YOUR GOAL: Search the records below for the word "bottom". Pull out each line that has it.

INPUT FOR THIS TASK:

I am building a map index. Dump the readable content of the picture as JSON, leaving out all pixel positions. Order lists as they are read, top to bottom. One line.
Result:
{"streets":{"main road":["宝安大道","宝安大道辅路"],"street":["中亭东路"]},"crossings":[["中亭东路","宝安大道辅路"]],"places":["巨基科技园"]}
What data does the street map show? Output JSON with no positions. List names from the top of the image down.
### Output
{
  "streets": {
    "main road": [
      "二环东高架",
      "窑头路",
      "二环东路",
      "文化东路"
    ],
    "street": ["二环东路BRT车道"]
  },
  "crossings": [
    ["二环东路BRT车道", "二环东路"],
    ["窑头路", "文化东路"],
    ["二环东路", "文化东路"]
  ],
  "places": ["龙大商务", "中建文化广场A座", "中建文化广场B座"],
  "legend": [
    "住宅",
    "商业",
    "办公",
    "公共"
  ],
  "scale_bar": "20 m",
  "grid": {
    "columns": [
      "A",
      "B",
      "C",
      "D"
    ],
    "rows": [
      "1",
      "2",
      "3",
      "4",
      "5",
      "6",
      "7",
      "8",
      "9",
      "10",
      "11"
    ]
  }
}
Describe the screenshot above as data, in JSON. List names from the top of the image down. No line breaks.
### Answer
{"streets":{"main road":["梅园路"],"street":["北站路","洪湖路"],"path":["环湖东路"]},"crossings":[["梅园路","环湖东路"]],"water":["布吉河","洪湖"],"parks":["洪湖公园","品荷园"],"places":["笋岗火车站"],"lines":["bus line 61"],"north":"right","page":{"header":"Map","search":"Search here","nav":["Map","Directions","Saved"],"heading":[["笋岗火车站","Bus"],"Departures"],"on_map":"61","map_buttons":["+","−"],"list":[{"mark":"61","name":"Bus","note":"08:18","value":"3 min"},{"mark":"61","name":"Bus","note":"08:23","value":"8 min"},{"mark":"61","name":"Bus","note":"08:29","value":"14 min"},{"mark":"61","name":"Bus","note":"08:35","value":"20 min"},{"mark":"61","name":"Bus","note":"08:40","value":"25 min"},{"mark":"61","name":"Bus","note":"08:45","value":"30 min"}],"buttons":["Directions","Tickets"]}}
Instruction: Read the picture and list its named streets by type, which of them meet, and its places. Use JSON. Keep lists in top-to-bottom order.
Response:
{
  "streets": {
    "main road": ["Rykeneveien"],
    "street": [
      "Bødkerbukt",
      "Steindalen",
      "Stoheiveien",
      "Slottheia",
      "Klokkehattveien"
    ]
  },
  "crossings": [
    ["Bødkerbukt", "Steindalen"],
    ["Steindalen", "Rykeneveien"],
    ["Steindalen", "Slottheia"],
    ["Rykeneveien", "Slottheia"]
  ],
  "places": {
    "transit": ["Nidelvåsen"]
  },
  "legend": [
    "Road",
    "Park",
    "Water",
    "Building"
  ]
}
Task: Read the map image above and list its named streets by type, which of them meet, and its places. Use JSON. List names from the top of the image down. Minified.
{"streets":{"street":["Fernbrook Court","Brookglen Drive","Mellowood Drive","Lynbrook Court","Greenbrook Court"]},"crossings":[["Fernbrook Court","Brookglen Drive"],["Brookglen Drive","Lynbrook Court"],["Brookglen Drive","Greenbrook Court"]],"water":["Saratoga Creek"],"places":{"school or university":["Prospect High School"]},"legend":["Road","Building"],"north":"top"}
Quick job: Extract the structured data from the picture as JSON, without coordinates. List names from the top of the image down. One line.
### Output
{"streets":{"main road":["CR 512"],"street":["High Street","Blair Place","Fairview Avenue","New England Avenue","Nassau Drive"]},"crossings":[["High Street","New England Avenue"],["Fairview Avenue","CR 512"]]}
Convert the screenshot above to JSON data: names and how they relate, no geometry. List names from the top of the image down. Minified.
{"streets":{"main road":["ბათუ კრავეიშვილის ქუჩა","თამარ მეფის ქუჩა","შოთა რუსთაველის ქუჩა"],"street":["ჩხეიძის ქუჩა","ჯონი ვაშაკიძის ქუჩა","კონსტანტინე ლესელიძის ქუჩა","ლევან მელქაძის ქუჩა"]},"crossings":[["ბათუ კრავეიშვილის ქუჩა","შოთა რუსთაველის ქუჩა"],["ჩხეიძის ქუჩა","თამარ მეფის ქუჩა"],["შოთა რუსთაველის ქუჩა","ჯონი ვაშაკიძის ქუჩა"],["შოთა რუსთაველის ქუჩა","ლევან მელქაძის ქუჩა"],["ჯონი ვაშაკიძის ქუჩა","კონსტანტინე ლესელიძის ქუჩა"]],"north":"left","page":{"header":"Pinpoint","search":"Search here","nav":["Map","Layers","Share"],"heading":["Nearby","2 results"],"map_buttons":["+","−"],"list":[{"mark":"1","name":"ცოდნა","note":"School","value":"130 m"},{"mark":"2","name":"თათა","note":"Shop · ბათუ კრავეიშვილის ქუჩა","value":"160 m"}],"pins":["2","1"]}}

SOLUTION TO THIS TASK:
I am building a map index. Dump the readable content of the picture as JSON, leaving out all pixel positions. Order lists as they are read, top to bottom. One line.
Instruction: Read the picture and list its named streets by type, which of them meet, and its places. Use JSON. Keep lists in top-to-bottom order.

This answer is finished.